Material to process: Begin

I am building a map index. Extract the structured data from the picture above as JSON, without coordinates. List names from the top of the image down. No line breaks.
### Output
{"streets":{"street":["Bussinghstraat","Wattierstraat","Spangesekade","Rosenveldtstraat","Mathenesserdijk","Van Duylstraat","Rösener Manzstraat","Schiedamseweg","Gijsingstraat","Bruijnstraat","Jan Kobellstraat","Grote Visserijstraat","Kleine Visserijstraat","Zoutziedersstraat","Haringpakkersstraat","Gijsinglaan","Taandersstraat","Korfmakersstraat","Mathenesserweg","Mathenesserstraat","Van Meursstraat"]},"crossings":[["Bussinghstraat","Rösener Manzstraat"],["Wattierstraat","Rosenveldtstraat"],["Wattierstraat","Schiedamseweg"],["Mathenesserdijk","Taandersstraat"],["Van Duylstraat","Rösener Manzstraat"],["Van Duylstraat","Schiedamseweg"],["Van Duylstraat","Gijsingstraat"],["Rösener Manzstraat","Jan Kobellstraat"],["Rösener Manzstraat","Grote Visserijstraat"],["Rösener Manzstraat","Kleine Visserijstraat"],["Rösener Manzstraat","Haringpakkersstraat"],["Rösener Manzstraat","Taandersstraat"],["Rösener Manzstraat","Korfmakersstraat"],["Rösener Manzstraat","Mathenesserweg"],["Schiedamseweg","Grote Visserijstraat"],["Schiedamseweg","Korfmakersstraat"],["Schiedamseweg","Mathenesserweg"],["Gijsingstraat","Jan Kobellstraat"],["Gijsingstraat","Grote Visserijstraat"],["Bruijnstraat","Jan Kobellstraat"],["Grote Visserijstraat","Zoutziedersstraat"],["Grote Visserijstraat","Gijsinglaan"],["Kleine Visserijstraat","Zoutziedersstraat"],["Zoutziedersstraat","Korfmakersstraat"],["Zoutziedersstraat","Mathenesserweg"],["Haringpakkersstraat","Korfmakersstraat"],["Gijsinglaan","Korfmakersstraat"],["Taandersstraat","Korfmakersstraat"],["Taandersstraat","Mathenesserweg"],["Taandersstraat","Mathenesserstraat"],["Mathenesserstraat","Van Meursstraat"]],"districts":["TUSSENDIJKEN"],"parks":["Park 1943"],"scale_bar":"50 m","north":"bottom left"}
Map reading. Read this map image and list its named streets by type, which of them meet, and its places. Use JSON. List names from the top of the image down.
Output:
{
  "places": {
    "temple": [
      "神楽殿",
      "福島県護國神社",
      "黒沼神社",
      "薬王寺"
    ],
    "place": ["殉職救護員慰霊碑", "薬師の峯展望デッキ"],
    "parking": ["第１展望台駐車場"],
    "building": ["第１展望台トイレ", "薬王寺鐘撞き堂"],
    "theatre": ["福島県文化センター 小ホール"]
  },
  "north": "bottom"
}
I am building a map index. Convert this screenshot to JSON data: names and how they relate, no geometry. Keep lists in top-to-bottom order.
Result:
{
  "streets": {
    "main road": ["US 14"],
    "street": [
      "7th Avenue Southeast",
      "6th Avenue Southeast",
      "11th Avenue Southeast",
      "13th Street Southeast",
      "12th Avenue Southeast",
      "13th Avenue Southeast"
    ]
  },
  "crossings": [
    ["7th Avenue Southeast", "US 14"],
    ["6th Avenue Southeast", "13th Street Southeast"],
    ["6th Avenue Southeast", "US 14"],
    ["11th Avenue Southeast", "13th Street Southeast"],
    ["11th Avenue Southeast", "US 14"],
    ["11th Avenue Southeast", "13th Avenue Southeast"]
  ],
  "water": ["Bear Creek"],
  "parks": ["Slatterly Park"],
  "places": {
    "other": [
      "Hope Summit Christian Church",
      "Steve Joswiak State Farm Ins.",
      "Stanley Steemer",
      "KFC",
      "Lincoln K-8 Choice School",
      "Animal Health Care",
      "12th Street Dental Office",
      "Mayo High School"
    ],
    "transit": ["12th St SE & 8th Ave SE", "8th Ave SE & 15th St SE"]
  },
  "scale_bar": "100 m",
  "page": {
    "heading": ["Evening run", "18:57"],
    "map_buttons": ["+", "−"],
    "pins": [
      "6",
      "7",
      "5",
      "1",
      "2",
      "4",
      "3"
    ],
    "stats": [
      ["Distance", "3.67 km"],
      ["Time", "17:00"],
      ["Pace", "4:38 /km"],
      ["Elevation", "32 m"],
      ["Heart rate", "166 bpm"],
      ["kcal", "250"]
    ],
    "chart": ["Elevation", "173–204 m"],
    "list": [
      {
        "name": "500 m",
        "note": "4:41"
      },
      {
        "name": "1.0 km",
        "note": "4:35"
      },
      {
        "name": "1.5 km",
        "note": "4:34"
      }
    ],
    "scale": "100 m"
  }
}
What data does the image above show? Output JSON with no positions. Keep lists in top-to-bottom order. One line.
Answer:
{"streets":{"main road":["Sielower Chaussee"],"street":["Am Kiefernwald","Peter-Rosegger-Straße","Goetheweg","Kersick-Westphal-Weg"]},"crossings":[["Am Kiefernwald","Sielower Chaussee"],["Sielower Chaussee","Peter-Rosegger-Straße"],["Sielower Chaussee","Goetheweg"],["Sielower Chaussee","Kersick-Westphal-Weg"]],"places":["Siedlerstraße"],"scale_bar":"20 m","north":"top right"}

Material to process: End

■ Activity ■
For each line above that contains the word "building", make a copy.

■ Result for this exercise ■
I am building a map index. Extract the structured data from the picture above as JSON, without coordinates. List names from the top of the image down. No line breaks.
    "building": ["第１展望台トイレ", "薬王寺鐘撞き堂"],
I am building a map index. Convert this screenshot to JSON data: names and how they relate, no geometry. Keep lists in top-to-bottom order.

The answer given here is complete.